A new dimension in wearable sound
Uncompromised sound performance, state-of-the-art technology, and refined design all come together in Sennheiser’s True Wireless premium earbuds.

Discover a new way of listening

Make the music you love sound even better, whenever you want, wherever you are. These attractive earbuds, with Sennheiser’s audiophile driver technology, guarantee superior stereo sound performance at all times. Thanks to advanced Qualcomm apt-X Low Latency compatibility, you can experience media with perfectly lip-synced audio, whilst 2-mic noise cancellation beamforming technology and Transparent Hearing allows you to always be aware of your surroundings, with or without your music playing.

Experience long lasting comfort

Comfortably carry your music with you all day. These lightweight, splash resistant ear adapter come in 4 different ear tip sizes, ergonomically designed for the perfect fit. Just connect them and use the intuitive touch interface to control your music, answer phone calls or access your voice assistant with a single tap or swipe.

Appreciate timeless elegance

Enjoy excellent craftsmanship.

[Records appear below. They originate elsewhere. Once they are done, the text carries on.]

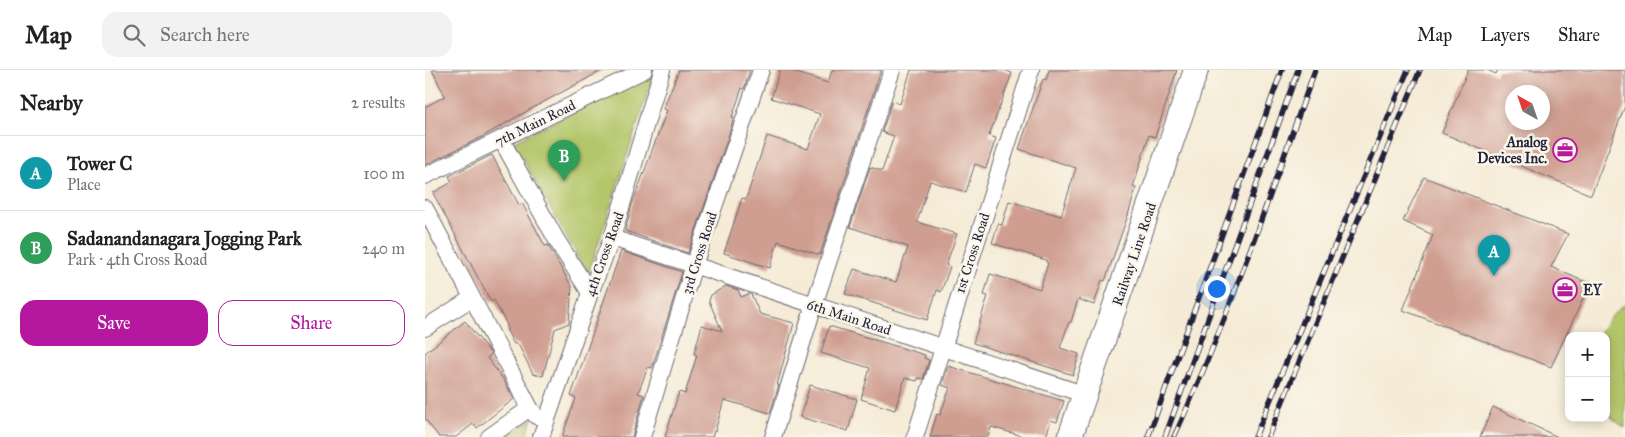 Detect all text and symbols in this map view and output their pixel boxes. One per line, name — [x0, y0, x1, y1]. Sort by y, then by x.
search box — [102, 12, 452, 57]
text: Map — [25, 20, 72, 50]
icon: search — [120, 21, 148, 49]
text: Search here — [160, 23, 250, 46]
text: Map — [1417, 24, 1452, 46]
text: Layers — [1480, 24, 1530, 46]
text: Share — [1558, 24, 1600, 46]
north arrow — [1505, 85, 1550, 130]
text: Nearby — [20, 90, 83, 116]
text: 2 results — [351, 93, 405, 112]
street label: 7th Main Road — [492, 97, 578, 150]
place label: Analog Devices Inc. — [1477, 134, 1547, 167]
office icon: Analog Devices Inc. — [1552, 137, 1578, 163]
pin: B — [548, 140, 580, 181]
text: Tower C — [67, 152, 132, 175]
text: A — [31, 164, 41, 183]
text: 100 m — [363, 164, 405, 183]
text: Place — [67, 175, 101, 194]
street label: Railway Line Road — [1109, 200, 1160, 308]
street label: 4th Cross Road — [581, 210, 628, 299]
street label: 3rd Cross Road — [678, 210, 721, 297]
street label: 1st Cross Road — [951, 211, 993, 296]
text: Sadanandanagara Jogging Park — [67, 227, 302, 250]
pin: A — [1478, 235, 1510, 276]
text: B — [31, 239, 41, 258]
text: 240 m — [362, 239, 405, 258]
text: Park · 4th Cross Road — [67, 250, 207, 269]
your location — [1204, 276, 1230, 302]
office icon: EY — [1552, 277, 1578, 303]
place label: EY — [1583, 282, 1603, 299]
street label: 6th Main Road — [805, 296, 893, 339]
button: Save — [20, 300, 208, 346]
button: Share — [218, 300, 405, 346]
map controls — [1565, 332, 1610, 422]
button: + — [1565, 332, 1610, 377]
button: − — [1565, 377, 1610, 422] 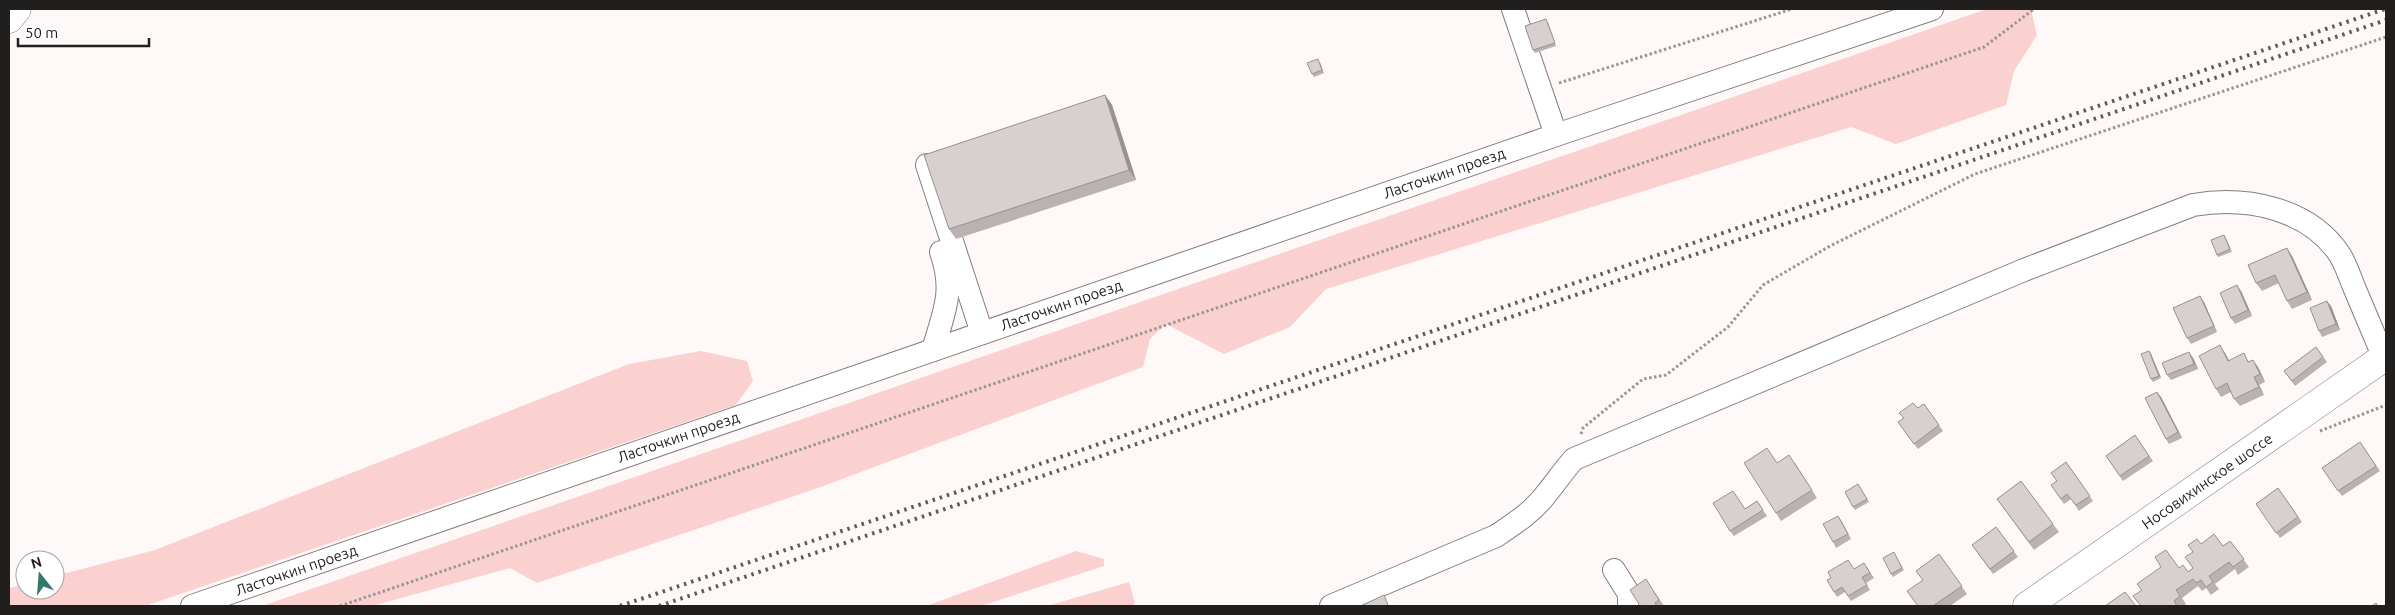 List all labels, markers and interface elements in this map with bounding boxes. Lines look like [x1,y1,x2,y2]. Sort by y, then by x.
scale bar [18,15,149,47]
text: 50 m [25,24,58,41]
street label: Ласточкин проезд [1381,144,1507,202]
street label: Ласточкин проезд [998,276,1124,334]
street label: Ласточкин проезд [615,408,741,466]
street label: Носовихинское шоссе [2138,429,2276,533]
street label: Ласточкин проезд [233,541,359,599]
north arrow [15,550,65,600]
text: N [29,553,44,572] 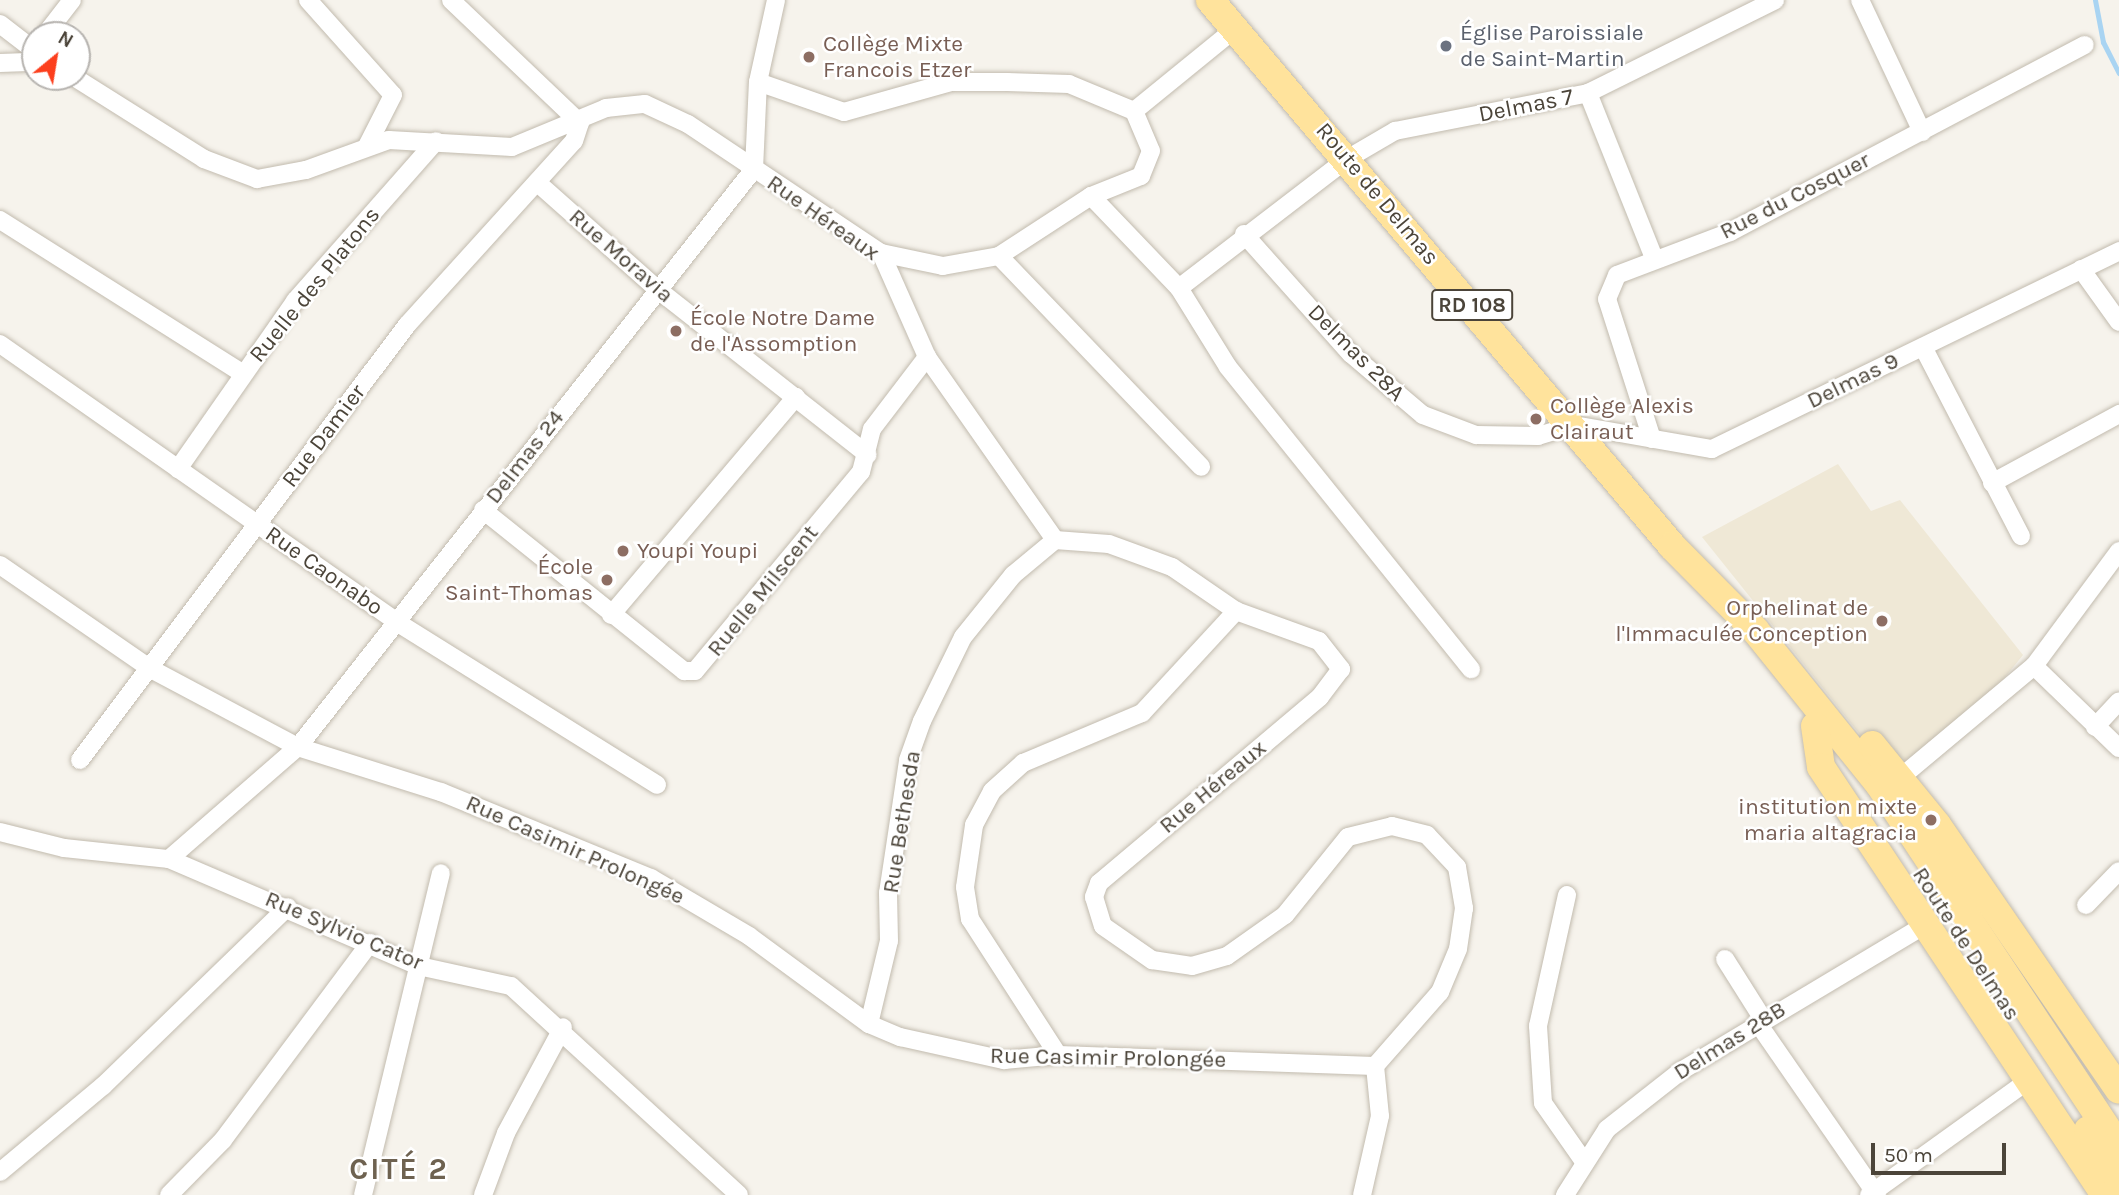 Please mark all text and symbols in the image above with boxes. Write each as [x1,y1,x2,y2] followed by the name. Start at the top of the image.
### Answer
[1460,19,1644,73] place label: Église Paroissiale de Saint-Martin
[21,21,91,91] north arrow
[54,27,77,52] text: N
[823,30,971,84] place label: Collège Mixte Francois Etzer
[1438,38,1454,54] marker: Église Paroissiale de Saint-Martin
[801,49,817,65] marker: Collège Mixte Francois Etzer
[1476,83,1576,129] street label: Delmas 7
[1310,117,1444,271] street label: Route de Delmas
[1715,146,1875,246] street label: Rue du Cosquer
[761,169,885,267] street label: Rue Héreaux
[244,202,386,368] street label: Ruelle des Platons
[563,203,679,309] street label: Rue Moravia
[1430,288,1514,322] road number: RD 108
[1302,299,1410,407] street label: Delmas 28A
[690,304,875,358] place label: École Notre Dame de l'Assomption
[668,323,684,339] marker: École Notre Dame de l'Assomption
[1803,347,1903,415] street label: Delmas 9
[276,379,372,493] street label: Rue Damier
[1550,392,1694,446] place label: Collège Alexis Clairaut
[480,405,570,509] street label: Delmas 24
[1528,411,1544,427] marker: Collège Alexis Clairaut
[260,520,388,622] street label: Rue Caonabo
[702,520,824,662] street label: Ruelle Milscent
[637,537,758,565] place label: Youpi Youpi
[615,543,631,559] marker: Youpi Youpi
[445,553,593,607] place label: École Saint-Thomas
[599,572,615,588] marker: École Saint-Thomas
[1615,594,1868,648] place label: Orphelinat de l'Immaculée Conception
[1874,613,1890,629] marker: Orphelinat de l'Immaculée Conception
[1154,734,1272,840] street label: Rue Héreaux
[877,749,927,895] street label: Rue Bethesda
[461,789,689,911] street label: Rue Casimir Prolongée
[1738,793,1917,847] place label: institution mixte maria altagracia
[1923,812,1939,828] marker: institution mixte maria altagracia
[1906,862,2026,1026] street label: Route de Delmas
[261,885,427,977] street label: Rue Sylvio Cator
[1669,996,1791,1086] street label: Delmas 28B
[990,1042,1226,1074] street label: Rue Casimir Prolongée
[1874,1128,2009,1172] scale bar
[1884,1143,1933,1167] text: 50 m
[350,1151,448,1187] district label: CITÉ 2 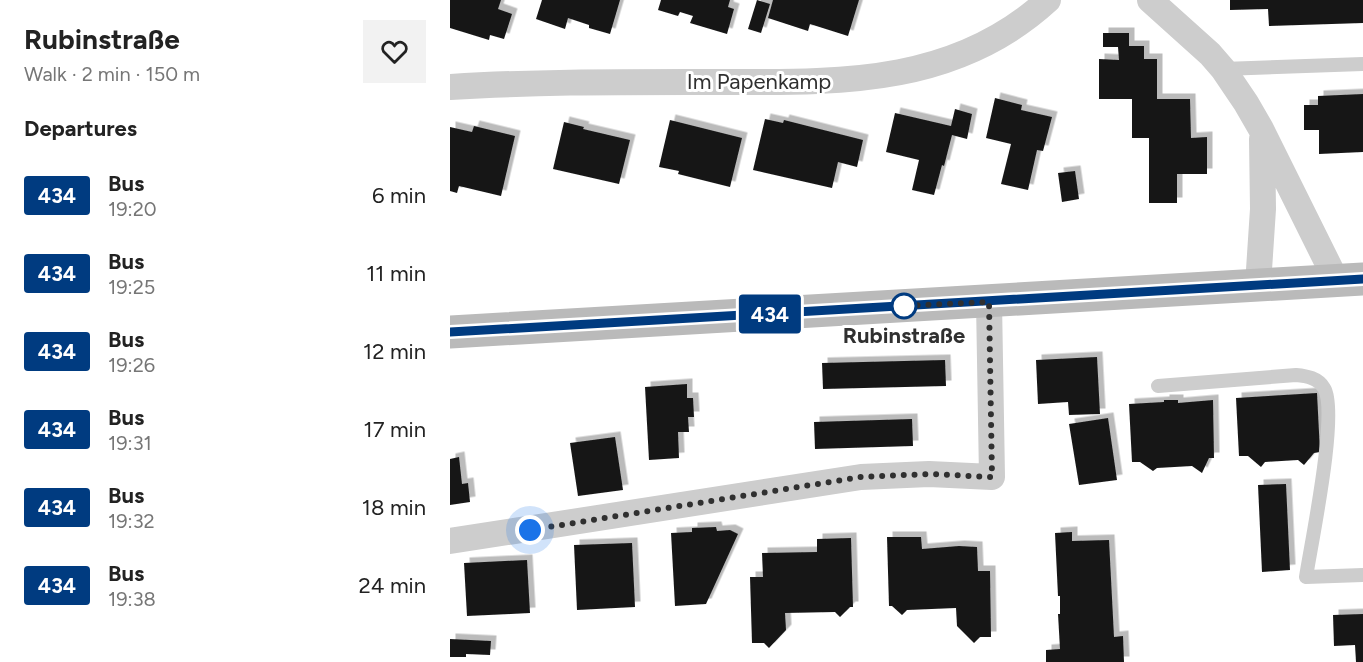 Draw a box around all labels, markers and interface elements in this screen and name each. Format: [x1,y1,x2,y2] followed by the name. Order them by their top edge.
[363,20,426,83] button: heart
[24,22,180,56] text: Rubinstraße
[24,62,200,86] text: Walk · 2 min · 150 m
[687,68,831,95] street label: Im Papenkamp
[24,115,137,142] text: Departures
[108,170,144,197] text: Bus
[372,182,426,209] text: 6 min
[38,183,76,208] text: 434
[108,197,157,221] text: 19:20
[108,248,144,275] text: Bus
[366,260,426,287] text: 11 min
[38,261,76,286] text: 434
[108,275,155,299] text: 19:25
[891,293,917,319] marker: Rubinstraße
[736,294,804,334] line badge: 434
[751,302,789,327] text: 434
[843,322,965,349] place label: Rubinstraße
[108,326,144,353] text: Bus
[363,338,426,365] text: 12 min
[38,339,76,364] text: 434
[108,353,155,377] text: 19:26
[108,404,144,431] text: Bus
[364,416,426,443] text: 17 min
[38,417,76,442] text: 434
[108,431,152,455] text: 19:31
[108,482,144,509] text: Bus
[362,494,426,521] text: 18 min
[38,495,76,520] text: 434
[108,509,155,533] text: 19:32
[515,515,545,545] your location
[108,560,144,587] text: Bus
[359,572,426,599] text: 24 min
[38,573,76,598] text: 434
[108,587,156,611] text: 19:38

Attention to detail and a strong sense of aesthetic make these small, shiny, lightweight earbuds one part listening instrument, one-part ready-to-wear accessory. With premium black housing, polished metallic spin ring and gold-plated charging pins, function meets fashion in iconic design. A handy and compact charging case allows you to extend 4 hours of battery life to 12, so you can enjoy all day use, for years to come.

Personalize your experience

Listen to your music the way you want with Sennheiser Smart Control, the next generation companion app. This free dedicated app for iOS and Android provides an effortless way to control, personalize, update and configure your headphone, headset or soundbar.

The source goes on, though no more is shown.